Brine? What exactly is this brine?

She astutely points out that brine is a concoction of ingredients used to add flavor in the turkey, then asks me to pass the leeks.

Leeks?!? What the hell are leeks?!? What is all of this other stuff that is supposedly bringing out the flavor in MY turkey? Did we do this to our turkey last year? Or how about the year before? No, we didn't. And guess what? It still tasted like turkey. Wonderful, glorious turkey.

"It takes an ordinary bird and turns it into a work of art." she says proudly.

My mind is racing. You can eat a bird - you can't eat of freaking work of art. I keep my mouth shut for fear I will be spending the rest of 2007 sleeping on the couch. I begin to plan escape routes for me and my turkey to keep it from becoming someones Mona Lisa. Unfortunately, that bird was under constant surveillance by little Miss DiVinci.

Finally after much torture of watching this fiendish mixture being made before my eyes, with no chance of saving my beloved bird, it was time for the fowl to take its bath. Slowly, my Thanksgiving treasure was lowered into this pot of doom with things I've things I've never even heard of floating on the surface. Down, down, down it went, then suddenly it stopped with a good 1/8 of it still above the surface.

The pot is too small! My turkey is saved!

Undeterred, the wonderful wife pondered my gobblers fate. Then, after a brief huddle with her mother, sent her away on a secret mission. I knew my chances of saving the bird was fleeting, but she stepped up her security and refused to budge.

Minutes passed, and I was helpless to perform a rescue. I even tried making a deal with Jasper, hoping he would pee in the corner to cause some kind of distraction - but alas, that evil cat would not cooperate, only smiling as he passed gas in my face.

The magnificent mother-in-law returned...with a container big enough for my turkey. At first, I thought it was a mistake or a joke as this would be the final injustice for my beloved bird, but I realized their truly diabolical plan. I could only turn away as my turkey was lowered into its resting place and placed into the fridge.


Tomorrow will be full of conflicting emotions as the turkey leaves its brine bath and is prepped and cooked. The rest of the meal will be full of the basic foods that make Thanksgiving dinner my favorite dinner of the year. Corn, green beans, potatoes, and noodles will be there, all in support of the main event of the evening - the turkey.

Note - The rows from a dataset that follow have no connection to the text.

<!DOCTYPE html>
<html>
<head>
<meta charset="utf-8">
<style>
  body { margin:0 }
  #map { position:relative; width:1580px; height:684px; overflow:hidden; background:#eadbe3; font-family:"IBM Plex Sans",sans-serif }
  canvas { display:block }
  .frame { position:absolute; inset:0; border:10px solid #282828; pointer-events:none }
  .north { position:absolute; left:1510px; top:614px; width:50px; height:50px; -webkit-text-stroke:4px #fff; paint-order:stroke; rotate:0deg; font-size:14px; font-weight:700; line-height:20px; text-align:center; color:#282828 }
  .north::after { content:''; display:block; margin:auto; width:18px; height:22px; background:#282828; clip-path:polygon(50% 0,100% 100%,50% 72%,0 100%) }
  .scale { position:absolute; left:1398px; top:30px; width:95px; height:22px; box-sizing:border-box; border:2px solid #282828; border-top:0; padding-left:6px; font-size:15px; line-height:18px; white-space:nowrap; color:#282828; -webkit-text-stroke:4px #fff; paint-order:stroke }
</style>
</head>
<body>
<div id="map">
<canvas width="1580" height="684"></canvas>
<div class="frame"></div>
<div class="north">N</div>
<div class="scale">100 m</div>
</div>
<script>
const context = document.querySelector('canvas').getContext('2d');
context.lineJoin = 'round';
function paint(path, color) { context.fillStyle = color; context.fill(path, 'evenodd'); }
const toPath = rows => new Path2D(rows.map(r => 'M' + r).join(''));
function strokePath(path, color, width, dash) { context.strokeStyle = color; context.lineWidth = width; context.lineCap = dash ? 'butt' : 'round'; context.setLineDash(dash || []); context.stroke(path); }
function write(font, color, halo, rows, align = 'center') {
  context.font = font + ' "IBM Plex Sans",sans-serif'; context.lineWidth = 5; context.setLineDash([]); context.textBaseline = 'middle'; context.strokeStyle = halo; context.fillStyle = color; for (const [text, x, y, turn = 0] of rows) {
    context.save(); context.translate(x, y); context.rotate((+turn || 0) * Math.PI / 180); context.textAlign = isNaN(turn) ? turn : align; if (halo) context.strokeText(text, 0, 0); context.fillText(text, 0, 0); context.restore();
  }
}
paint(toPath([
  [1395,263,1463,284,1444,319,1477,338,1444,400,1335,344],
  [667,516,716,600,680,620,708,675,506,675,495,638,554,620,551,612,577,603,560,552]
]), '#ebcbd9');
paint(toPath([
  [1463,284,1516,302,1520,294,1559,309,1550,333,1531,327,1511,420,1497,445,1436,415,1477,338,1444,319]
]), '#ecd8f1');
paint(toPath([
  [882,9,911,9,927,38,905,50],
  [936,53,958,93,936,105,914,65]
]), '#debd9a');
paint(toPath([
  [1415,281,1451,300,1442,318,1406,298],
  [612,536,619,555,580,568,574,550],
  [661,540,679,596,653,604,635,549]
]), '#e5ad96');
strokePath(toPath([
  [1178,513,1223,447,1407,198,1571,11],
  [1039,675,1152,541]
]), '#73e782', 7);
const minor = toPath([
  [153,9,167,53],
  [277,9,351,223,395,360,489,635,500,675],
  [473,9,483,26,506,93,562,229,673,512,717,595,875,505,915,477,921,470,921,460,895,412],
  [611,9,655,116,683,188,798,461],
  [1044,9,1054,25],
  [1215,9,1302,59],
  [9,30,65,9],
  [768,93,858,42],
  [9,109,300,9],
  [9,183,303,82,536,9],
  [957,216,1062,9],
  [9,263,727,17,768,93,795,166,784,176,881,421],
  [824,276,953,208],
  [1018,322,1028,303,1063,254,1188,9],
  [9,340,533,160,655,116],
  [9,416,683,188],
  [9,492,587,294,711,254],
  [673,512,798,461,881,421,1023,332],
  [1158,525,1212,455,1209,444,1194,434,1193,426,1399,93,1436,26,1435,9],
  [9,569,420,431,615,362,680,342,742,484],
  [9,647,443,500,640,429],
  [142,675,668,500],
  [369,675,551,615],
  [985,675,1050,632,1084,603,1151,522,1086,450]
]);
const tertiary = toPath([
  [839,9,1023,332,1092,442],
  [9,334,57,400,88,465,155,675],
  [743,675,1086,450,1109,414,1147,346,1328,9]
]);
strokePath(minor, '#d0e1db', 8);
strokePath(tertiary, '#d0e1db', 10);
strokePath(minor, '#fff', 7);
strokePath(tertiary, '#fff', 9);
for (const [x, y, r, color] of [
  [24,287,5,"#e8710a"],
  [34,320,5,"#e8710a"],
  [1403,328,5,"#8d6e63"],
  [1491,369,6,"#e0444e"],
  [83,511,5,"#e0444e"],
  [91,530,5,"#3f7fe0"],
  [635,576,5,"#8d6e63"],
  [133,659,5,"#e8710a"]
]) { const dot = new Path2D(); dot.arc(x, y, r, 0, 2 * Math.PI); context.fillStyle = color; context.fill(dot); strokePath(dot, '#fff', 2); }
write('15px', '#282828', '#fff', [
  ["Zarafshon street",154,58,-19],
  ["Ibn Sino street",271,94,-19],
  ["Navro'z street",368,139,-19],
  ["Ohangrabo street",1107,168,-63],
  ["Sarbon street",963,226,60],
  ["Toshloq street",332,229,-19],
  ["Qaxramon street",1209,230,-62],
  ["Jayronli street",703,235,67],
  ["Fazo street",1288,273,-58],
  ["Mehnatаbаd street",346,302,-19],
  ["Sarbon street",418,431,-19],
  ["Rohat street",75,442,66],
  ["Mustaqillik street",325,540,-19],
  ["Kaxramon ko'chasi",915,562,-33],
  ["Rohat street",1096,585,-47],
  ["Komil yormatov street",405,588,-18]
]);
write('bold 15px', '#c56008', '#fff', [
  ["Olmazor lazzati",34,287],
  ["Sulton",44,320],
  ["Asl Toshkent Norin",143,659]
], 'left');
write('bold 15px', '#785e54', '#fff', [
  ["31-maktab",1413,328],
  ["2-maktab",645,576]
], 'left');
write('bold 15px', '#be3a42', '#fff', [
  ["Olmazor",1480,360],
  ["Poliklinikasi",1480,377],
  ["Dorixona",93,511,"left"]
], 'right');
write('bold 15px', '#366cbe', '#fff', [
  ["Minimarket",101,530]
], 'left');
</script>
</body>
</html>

A turkey that I love, but a turkey that is now tainted with a mysterious juice and its supposed flavor adding abilities.

A turkey that has made my basic Thanksgiving - very unbasic.

9 comments:

Zanthera said...

Sounds yummy.

mackeydoodle said...

OMG!!! I just about fell out of my chair laughing when I seen the pic of your turkey in that waste basket!!!!
Too funny!
Of course I laugh because that is not MY turkey being subjected to these new experiments.
My hubby would be as frightened as you if I attempted this.
I will try not to judge though....let me know tomorrow night. To brine or not to brine.

Faith said...

Holy shittola, I don't check for awhile and you change EVERYTHING!

Anyways happy t-day and I'm going to try and stop by more often!

susiej said...

I'm sure by now you have tasted all of that mysterious flavors, and your belly is very satisfied. However, you had my laughing all the way through the post -- and the picture of the wastebasket in your fridge -- that is priceless!!

Jen of A2eatwrite said...

too funny! Now we need your comments on how the brined one tasted!

John M said...

Wonderful so funny. . just made my Friday as i sit here in Friday work hell!!! You be a funny man Grimster!!

Chris said...

Good idea on the trash can. When we brine a big bird (we used water, maple syrup, bourbon, and pickling spice), I have a cooler that we keep it in and iced down.

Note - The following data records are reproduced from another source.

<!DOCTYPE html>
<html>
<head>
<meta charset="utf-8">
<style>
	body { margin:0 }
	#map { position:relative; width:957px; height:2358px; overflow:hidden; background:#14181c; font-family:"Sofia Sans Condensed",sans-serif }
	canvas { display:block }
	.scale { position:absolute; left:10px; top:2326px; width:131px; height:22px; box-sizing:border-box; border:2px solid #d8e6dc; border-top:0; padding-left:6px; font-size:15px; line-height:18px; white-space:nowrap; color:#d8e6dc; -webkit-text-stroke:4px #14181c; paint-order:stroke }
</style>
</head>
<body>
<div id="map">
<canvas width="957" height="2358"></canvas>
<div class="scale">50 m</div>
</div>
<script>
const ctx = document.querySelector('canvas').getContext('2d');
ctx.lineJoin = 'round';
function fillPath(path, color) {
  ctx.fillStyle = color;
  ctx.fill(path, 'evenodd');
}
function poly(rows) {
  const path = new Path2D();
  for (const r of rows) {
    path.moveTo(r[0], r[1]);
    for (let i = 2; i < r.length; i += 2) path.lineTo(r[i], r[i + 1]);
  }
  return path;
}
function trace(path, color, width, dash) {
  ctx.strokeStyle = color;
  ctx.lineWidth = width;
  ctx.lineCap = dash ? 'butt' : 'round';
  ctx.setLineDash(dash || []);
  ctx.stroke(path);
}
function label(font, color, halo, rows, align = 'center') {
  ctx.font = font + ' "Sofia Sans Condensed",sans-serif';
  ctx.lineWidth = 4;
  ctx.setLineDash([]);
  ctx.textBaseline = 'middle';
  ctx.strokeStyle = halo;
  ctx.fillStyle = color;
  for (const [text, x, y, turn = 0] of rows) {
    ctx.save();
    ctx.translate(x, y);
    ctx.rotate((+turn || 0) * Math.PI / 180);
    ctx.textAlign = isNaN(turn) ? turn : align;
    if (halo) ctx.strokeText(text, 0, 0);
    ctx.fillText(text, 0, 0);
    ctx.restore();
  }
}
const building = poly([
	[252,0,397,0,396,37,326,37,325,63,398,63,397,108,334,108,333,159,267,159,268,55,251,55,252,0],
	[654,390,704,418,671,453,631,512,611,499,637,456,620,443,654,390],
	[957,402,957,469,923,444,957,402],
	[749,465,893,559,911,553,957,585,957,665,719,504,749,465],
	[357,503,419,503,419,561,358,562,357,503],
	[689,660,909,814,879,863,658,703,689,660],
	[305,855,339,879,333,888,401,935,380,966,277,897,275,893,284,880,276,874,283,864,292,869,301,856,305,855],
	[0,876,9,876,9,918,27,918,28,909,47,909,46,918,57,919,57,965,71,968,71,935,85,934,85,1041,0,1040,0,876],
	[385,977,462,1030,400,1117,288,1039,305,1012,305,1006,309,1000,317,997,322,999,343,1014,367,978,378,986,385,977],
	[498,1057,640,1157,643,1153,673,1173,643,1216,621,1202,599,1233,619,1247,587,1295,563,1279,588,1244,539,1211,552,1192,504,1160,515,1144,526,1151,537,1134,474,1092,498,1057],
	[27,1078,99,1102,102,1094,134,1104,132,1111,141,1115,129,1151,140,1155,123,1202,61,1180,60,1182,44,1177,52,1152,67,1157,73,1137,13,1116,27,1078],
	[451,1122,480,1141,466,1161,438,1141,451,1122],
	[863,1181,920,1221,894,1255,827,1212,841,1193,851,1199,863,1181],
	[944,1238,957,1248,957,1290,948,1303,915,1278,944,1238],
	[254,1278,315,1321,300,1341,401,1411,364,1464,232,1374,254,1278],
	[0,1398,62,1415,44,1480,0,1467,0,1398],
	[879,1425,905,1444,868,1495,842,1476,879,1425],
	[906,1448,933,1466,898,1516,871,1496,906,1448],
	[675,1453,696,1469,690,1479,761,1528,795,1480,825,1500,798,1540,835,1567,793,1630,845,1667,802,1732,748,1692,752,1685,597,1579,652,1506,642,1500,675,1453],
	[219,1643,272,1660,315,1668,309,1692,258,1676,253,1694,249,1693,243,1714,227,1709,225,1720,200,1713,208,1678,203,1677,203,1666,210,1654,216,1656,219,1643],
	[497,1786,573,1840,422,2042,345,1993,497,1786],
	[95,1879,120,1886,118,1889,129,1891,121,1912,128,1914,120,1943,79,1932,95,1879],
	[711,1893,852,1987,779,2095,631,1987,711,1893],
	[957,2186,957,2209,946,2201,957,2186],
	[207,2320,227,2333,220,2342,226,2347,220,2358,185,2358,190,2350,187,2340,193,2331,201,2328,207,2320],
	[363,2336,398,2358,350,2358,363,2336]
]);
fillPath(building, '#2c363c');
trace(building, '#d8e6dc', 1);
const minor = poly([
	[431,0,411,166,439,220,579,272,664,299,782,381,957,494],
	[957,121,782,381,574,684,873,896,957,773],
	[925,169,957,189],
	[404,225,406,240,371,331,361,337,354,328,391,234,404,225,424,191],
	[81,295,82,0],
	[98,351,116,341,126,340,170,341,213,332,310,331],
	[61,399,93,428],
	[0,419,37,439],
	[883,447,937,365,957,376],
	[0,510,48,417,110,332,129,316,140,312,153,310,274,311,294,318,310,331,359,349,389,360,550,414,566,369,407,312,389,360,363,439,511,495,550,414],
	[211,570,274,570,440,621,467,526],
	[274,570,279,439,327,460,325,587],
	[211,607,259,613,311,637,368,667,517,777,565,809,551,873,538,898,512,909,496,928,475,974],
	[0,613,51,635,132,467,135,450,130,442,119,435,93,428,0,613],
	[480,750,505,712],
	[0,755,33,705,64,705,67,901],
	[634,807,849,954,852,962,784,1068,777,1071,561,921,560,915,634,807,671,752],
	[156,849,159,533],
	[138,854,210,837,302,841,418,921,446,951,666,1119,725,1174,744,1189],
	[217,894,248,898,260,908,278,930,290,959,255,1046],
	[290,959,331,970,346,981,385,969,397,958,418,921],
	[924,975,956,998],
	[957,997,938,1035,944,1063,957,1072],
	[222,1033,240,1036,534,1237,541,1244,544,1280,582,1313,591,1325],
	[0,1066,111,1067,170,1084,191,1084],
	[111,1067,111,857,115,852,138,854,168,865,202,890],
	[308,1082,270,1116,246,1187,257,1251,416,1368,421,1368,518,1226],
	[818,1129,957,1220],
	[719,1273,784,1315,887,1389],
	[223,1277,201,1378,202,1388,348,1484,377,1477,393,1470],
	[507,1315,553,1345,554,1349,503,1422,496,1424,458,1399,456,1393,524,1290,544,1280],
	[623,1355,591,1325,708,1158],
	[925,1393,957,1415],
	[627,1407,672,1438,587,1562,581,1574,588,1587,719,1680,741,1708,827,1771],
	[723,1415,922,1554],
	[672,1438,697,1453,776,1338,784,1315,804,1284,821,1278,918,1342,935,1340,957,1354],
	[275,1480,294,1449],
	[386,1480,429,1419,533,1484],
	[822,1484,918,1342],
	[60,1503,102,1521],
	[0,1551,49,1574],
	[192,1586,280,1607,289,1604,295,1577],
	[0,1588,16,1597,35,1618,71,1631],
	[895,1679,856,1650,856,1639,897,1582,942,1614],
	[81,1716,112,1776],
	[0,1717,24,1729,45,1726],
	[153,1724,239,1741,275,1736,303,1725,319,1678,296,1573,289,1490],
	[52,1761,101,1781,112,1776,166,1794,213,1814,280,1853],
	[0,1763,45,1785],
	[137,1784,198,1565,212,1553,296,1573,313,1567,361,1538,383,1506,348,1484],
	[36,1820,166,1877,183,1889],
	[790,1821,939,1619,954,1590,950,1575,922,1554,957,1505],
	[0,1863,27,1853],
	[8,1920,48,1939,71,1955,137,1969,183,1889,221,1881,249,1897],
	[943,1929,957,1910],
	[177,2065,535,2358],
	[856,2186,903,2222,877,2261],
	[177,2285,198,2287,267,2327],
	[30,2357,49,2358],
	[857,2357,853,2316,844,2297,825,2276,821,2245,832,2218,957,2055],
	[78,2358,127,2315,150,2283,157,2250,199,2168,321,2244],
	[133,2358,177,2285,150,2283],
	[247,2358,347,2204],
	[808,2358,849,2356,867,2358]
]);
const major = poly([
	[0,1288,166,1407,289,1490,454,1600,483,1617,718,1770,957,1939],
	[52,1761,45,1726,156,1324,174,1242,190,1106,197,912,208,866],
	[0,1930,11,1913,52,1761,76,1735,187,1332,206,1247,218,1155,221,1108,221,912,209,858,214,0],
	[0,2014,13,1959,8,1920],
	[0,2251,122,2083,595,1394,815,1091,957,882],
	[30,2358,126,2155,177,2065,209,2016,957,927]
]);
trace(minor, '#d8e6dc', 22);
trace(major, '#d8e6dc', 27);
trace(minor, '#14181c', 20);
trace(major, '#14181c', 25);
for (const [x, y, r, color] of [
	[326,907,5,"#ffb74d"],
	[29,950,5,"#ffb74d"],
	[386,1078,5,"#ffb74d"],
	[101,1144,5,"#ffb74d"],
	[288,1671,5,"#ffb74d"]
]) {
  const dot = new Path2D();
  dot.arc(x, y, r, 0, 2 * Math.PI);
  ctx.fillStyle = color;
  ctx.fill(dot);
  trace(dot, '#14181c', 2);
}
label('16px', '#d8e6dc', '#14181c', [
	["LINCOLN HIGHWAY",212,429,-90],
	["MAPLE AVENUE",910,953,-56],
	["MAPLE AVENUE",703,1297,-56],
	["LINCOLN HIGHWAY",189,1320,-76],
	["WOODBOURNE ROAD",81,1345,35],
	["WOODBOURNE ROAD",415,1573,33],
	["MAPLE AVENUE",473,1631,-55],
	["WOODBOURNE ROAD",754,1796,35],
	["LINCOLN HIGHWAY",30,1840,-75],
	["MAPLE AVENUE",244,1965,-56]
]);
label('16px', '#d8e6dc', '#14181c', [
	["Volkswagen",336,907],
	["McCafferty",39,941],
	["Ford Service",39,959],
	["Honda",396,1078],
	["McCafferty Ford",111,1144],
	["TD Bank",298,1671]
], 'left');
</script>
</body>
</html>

Brining does help flavor but the best part is that it keeps the bird so juicy and cooked to perfection without drying. Hope you enjoyed it!

here via blogmad.

Joeprah said...

That is a hillarious picture with the trash can in the fridge! Leeks...what are they? Holes in tires and dams?

heathersway said...

"I begin to plan escape routes for me and my turkey."

You are too funny! That especially made me chuckle. My husband would be afraid too. He always says, in a hostile tone, "We fear change!"